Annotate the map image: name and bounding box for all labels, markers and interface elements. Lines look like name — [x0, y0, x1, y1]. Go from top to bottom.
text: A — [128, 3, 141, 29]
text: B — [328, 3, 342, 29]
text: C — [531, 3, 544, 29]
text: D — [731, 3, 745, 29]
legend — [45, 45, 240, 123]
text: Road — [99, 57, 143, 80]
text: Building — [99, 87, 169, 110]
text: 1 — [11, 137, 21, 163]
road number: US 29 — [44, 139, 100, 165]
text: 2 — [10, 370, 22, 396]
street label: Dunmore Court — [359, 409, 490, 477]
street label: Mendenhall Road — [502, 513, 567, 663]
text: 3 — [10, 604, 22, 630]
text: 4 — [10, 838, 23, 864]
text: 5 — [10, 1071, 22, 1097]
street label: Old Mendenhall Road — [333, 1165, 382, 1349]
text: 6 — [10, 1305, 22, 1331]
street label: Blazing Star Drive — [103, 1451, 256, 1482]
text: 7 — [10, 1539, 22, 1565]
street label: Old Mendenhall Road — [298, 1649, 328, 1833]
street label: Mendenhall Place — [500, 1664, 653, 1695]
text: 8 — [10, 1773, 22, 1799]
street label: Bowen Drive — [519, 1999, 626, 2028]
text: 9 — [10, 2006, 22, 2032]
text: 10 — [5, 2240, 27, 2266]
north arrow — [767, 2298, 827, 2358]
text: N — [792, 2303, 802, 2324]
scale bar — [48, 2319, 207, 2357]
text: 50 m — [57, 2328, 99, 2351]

* [WHAT THE TASK REQUIRES]
Scan the records above and report every line with the string "Drive".

* [EXERCISE RESPONSE]
street label: Blazing Star Drive — [103, 1451, 256, 1482]
street label: Bowen Drive — [519, 1999, 626, 2028]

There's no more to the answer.